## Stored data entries
+ + + + +
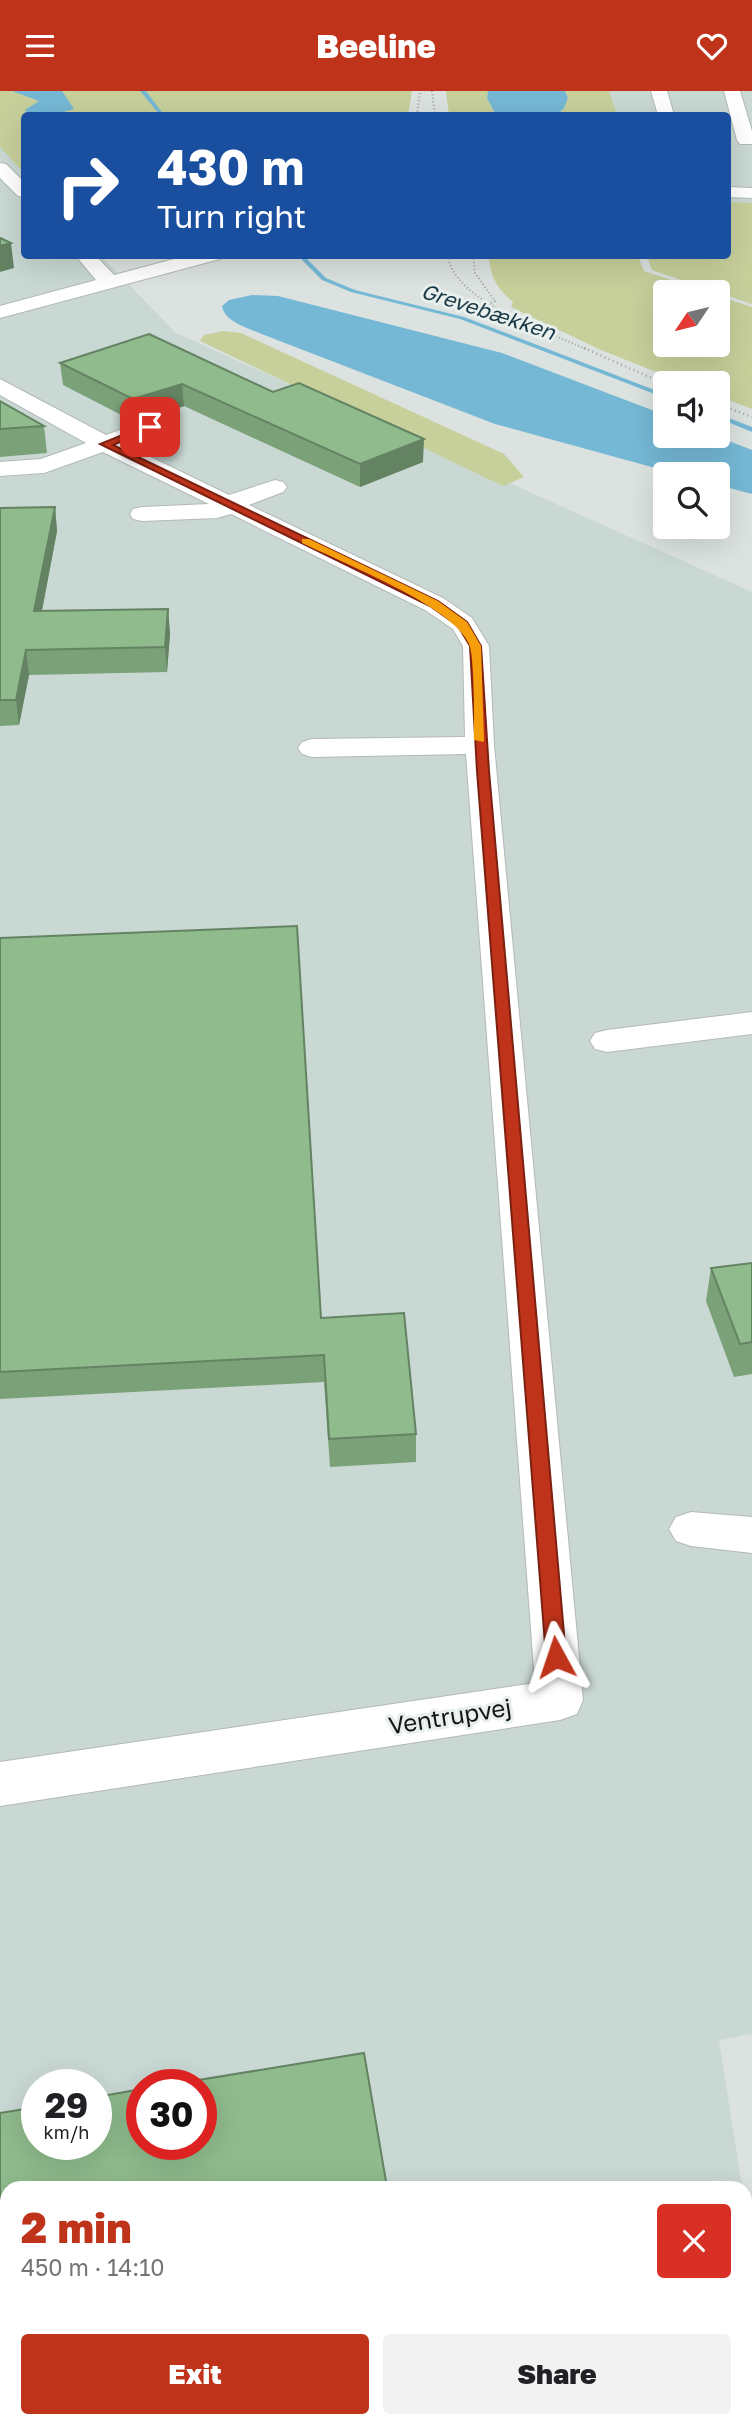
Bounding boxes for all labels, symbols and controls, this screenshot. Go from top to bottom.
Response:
icon: menu [21,27,59,65]
text: Beeline [316,27,436,65]
icon: heart [693,27,731,65]
text: 430 m [157,137,305,196]
icon: right [42,140,133,231]
text: Turn right [157,197,306,235]
water label: Grevebækken [418,277,559,345]
north arrow [653,280,730,357]
map controls [653,280,730,539]
button: sound [653,371,730,448]
pin [120,397,180,457]
icon: arrive [131,408,169,446]
button: search [653,462,730,539]
position arrow [519,1620,593,1694]
street label: Ventrupvej [386,1691,513,1740]
speed limit sign: 30 [126,2069,217,2160]
text: 29 [45,2084,88,2126]
text: km/h [44,2121,89,2143]
text: 2 min [21,2202,132,2252]
button: close [657,2204,731,2278]
text: 450 m · 14:10 [21,2253,165,2281]
button: Exit [21,2334,369,2414]
button: Share [383,2334,731,2414]

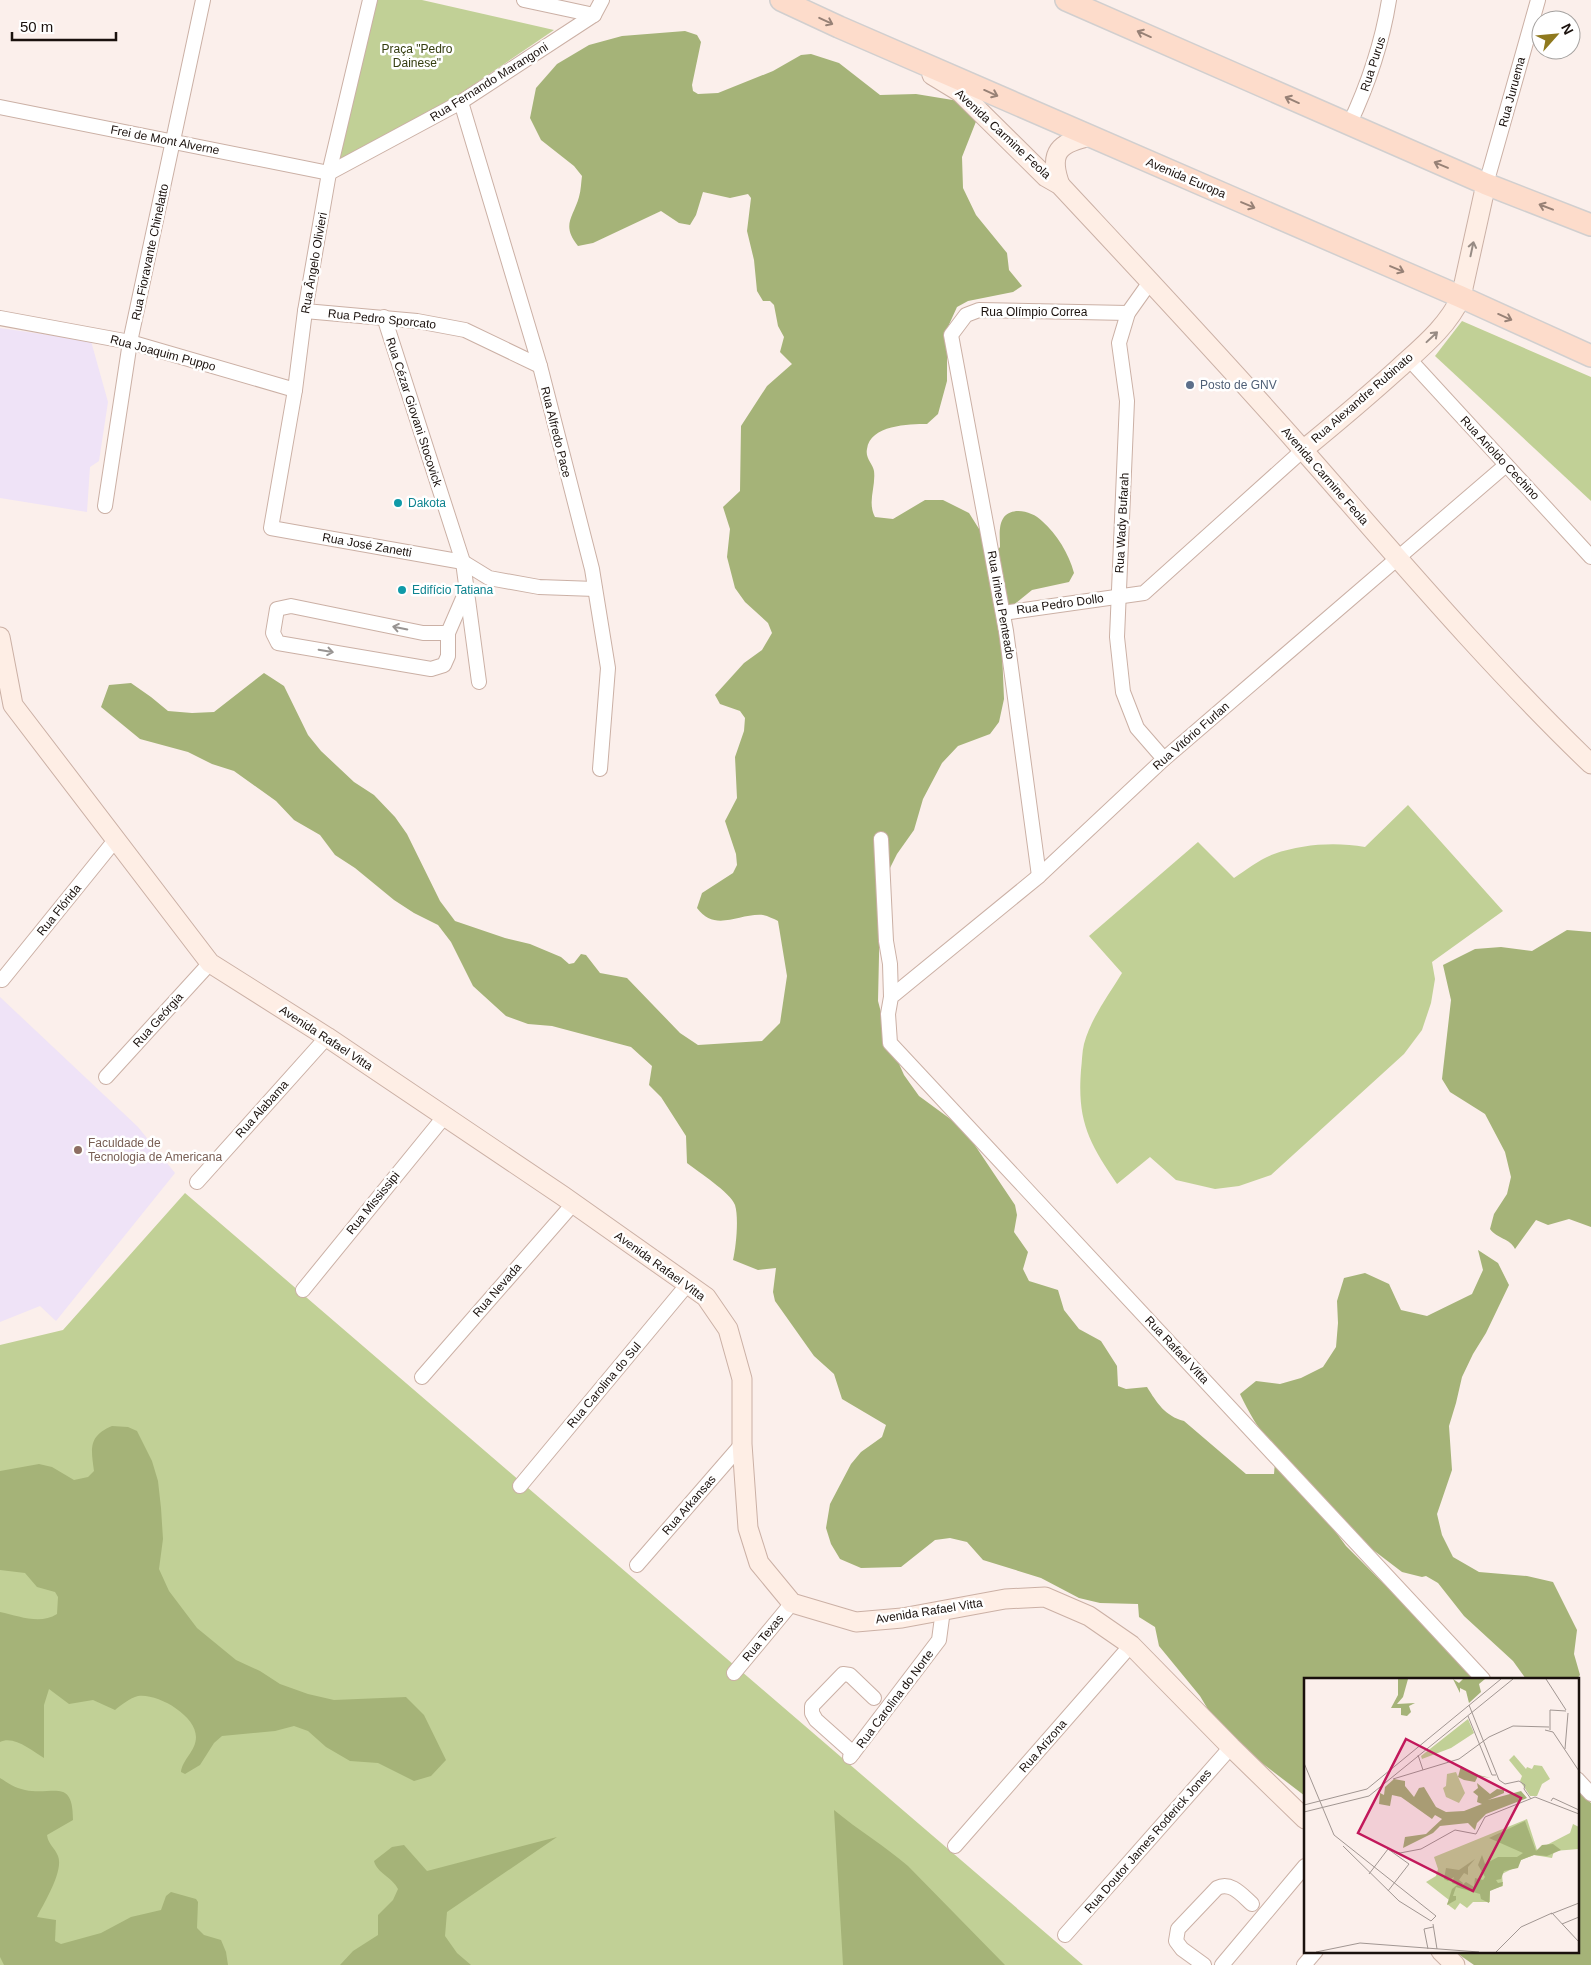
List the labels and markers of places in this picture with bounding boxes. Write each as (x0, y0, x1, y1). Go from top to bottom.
place label: Posto de GNV (1200, 378, 1277, 392)
marker: Posto de GNV (1184, 379, 1196, 391)
place label: Dakota (408, 496, 446, 510)
marker: Dakota (392, 497, 404, 509)
place label: Edifício Tatiana (412, 583, 493, 597)
marker: Edifício Tatiana (396, 584, 408, 596)
place label: Faculdade de Tecnologia de Americana (88, 1136, 222, 1164)
marker: Faculdade de Tecnologia de Americana (72, 1144, 84, 1156)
+ + + + +
## Work required
Copy the entries exactly. No pictures.

## Solution
Bounding boxes for all labels, symbols and controls, this screenshot. Go from top to bottom.
Response:
icon: menu [21,27,59,65]
text: Beeline [316,27,436,65]
icon: heart [693,27,731,65]
text: 430 m [157,137,305,196]
icon: right [42,140,133,231]
text: Turn right [157,197,306,235]
water label: Grevebækken [418,277,559,345]
north arrow [653,280,730,357]
map controls [653,280,730,539]
button: sound [653,371,730,448]
pin [120,397,180,457]
icon: arrive [131,408,169,446]
button: search [653,462,730,539]
position arrow [519,1620,593,1694]
street label: Ventrupvej [386,1691,513,1740]
speed limit sign: 30 [126,2069,217,2160]
text: 29 [45,2084,88,2126]
text: km/h [44,2121,89,2143]
text: 2 min [21,2202,132,2252]
button: close [657,2204,731,2278]
text: 450 m · 14:10 [21,2253,165,2281]
button: Exit [21,2334,369,2414]
button: Share [383,2334,731,2414]

List the labels and markers of places in this picture with bounding boxes. Write each as (x0, y0, x1, y1). Go from top to bottom.
place label: Posto de GNV (1200, 378, 1277, 392)
marker: Posto de GNV (1184, 379, 1196, 391)
place label: Dakota (408, 496, 446, 510)
marker: Dakota (392, 497, 404, 509)
place label: Edifício Tatiana (412, 583, 493, 597)
marker: Edifício Tatiana (396, 584, 408, 596)
place label: Faculdade de Tecnologia de Americana (88, 1136, 222, 1164)
marker: Faculdade de Tecnologia de Americana (72, 1144, 84, 1156)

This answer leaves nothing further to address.